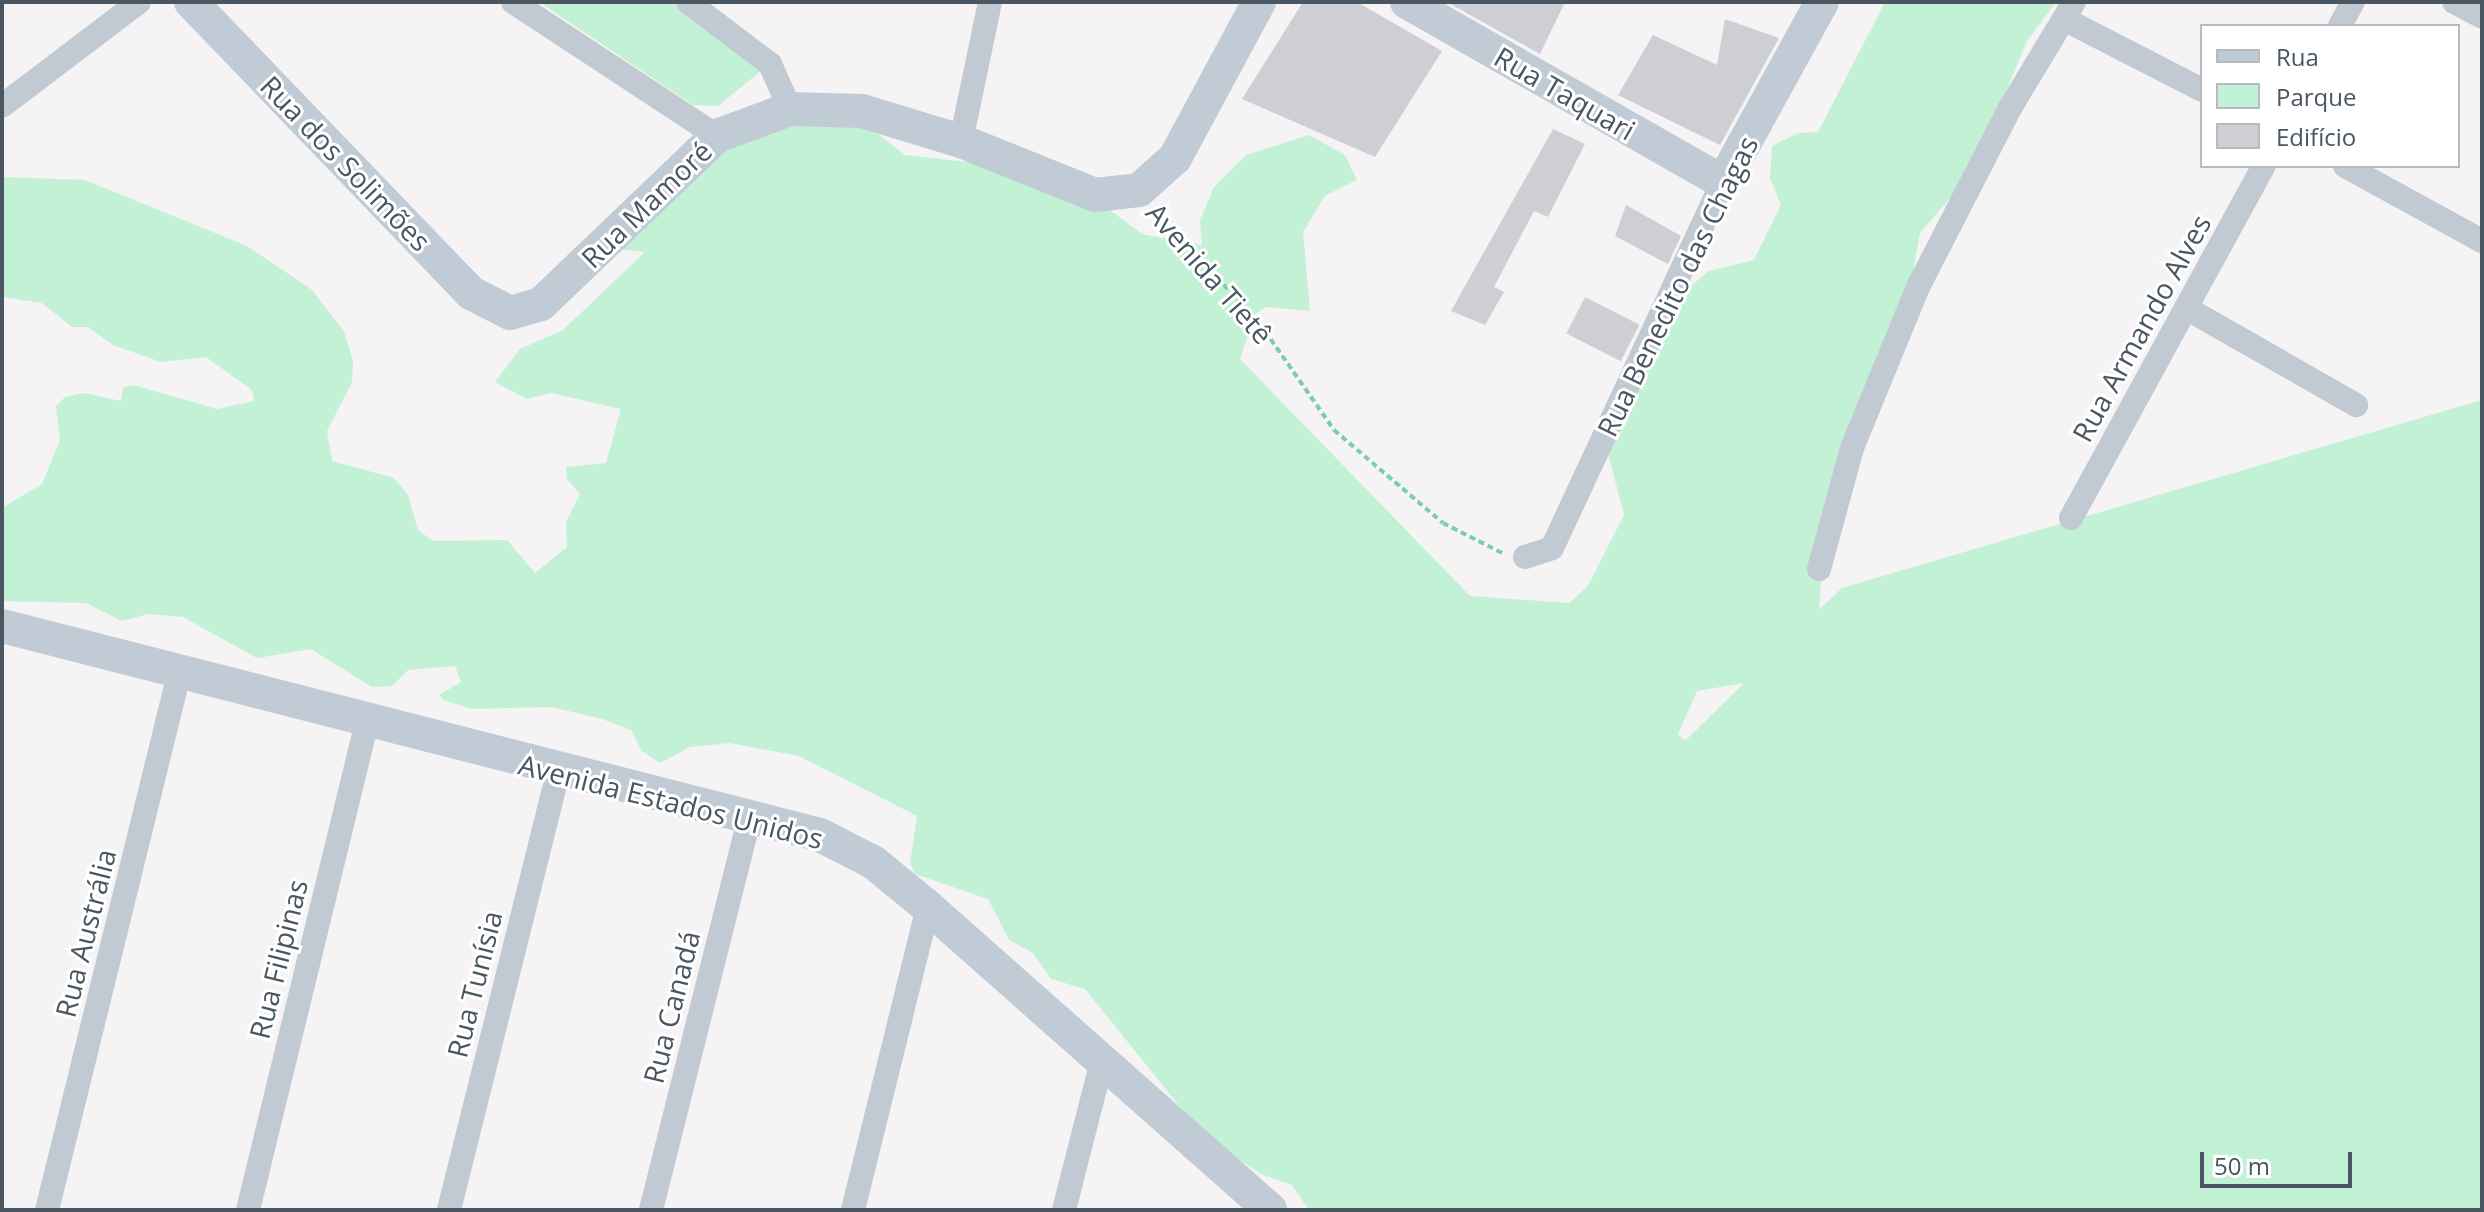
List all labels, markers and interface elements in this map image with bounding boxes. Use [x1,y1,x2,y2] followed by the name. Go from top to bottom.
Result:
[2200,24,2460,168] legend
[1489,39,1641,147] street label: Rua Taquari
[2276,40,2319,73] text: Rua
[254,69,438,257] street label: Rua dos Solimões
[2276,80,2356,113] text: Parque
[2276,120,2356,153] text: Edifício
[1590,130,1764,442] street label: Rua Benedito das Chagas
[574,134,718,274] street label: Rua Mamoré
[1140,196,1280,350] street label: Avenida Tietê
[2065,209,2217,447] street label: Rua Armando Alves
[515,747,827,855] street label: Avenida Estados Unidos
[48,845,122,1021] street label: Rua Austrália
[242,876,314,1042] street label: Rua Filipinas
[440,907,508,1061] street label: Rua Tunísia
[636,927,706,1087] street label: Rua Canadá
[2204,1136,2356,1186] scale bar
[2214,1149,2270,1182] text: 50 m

----

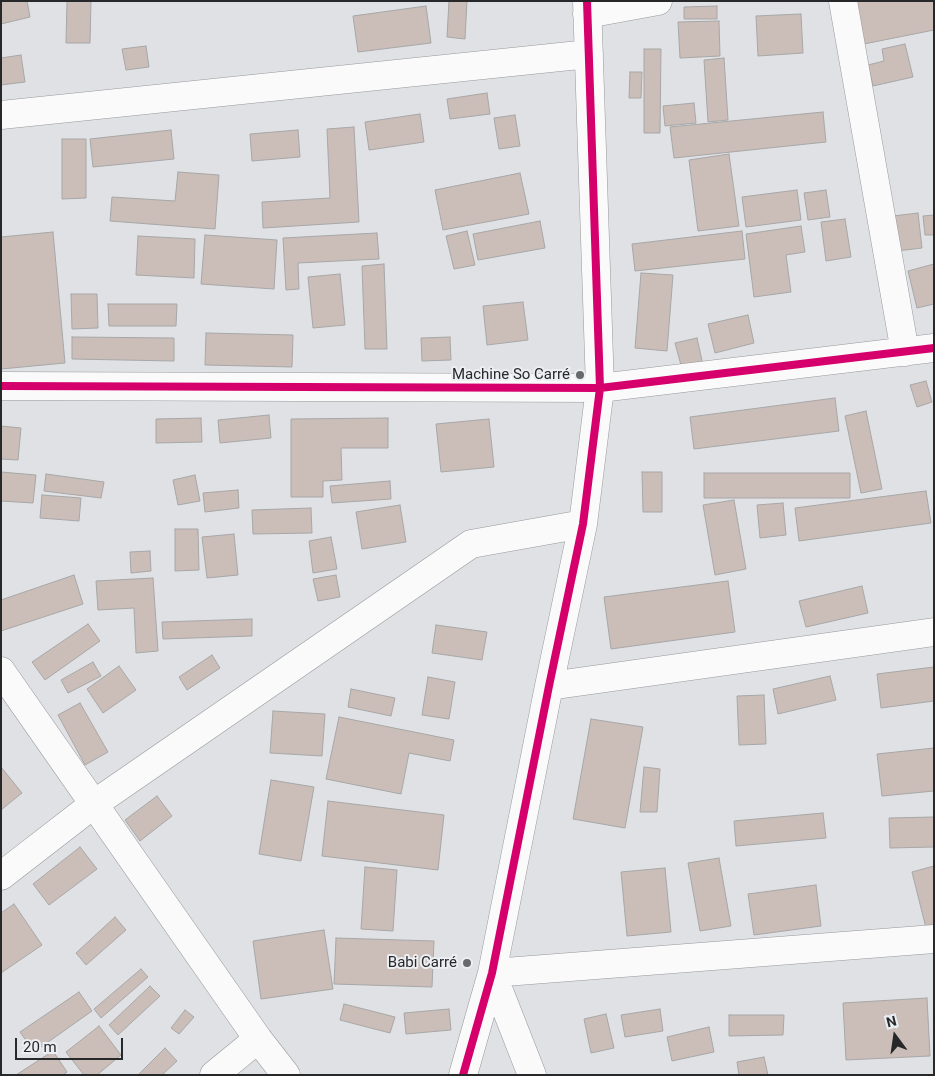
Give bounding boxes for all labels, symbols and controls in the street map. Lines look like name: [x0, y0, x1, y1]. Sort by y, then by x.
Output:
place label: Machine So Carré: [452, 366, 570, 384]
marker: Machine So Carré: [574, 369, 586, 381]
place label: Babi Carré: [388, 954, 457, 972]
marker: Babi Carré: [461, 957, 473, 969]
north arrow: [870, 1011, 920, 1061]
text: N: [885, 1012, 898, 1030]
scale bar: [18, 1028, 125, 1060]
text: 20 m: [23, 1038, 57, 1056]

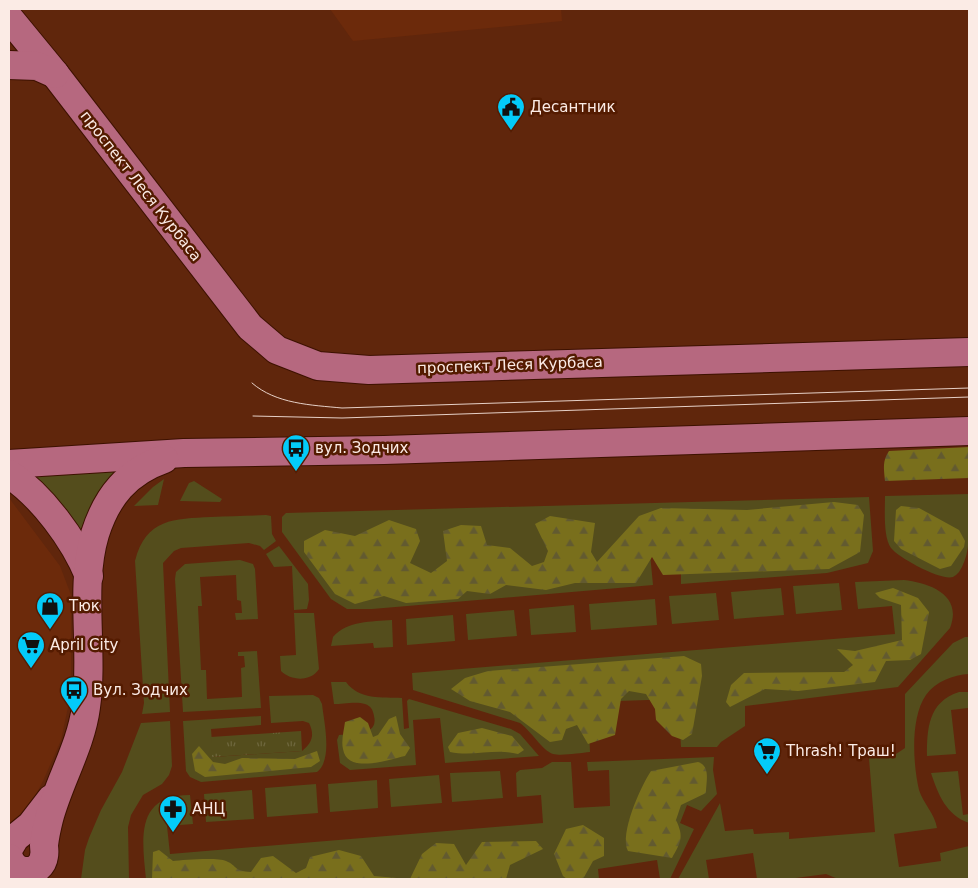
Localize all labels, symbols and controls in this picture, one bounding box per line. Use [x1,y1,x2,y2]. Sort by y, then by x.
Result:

----

→ **ASSIGNMENT**: Whichever lines of the data include the word "controls", pull them out.

→ **REPLY**:
Give bounding boxes for all labels, symbols and controls in the street map. Lines look like name: [x0, y0, x1, y1]. Sort by y, then by x.
Localize all labels, symbols and controls in this picture, one bounding box per line. Use [x1,y1,x2,y2]. Sort by y, then by x.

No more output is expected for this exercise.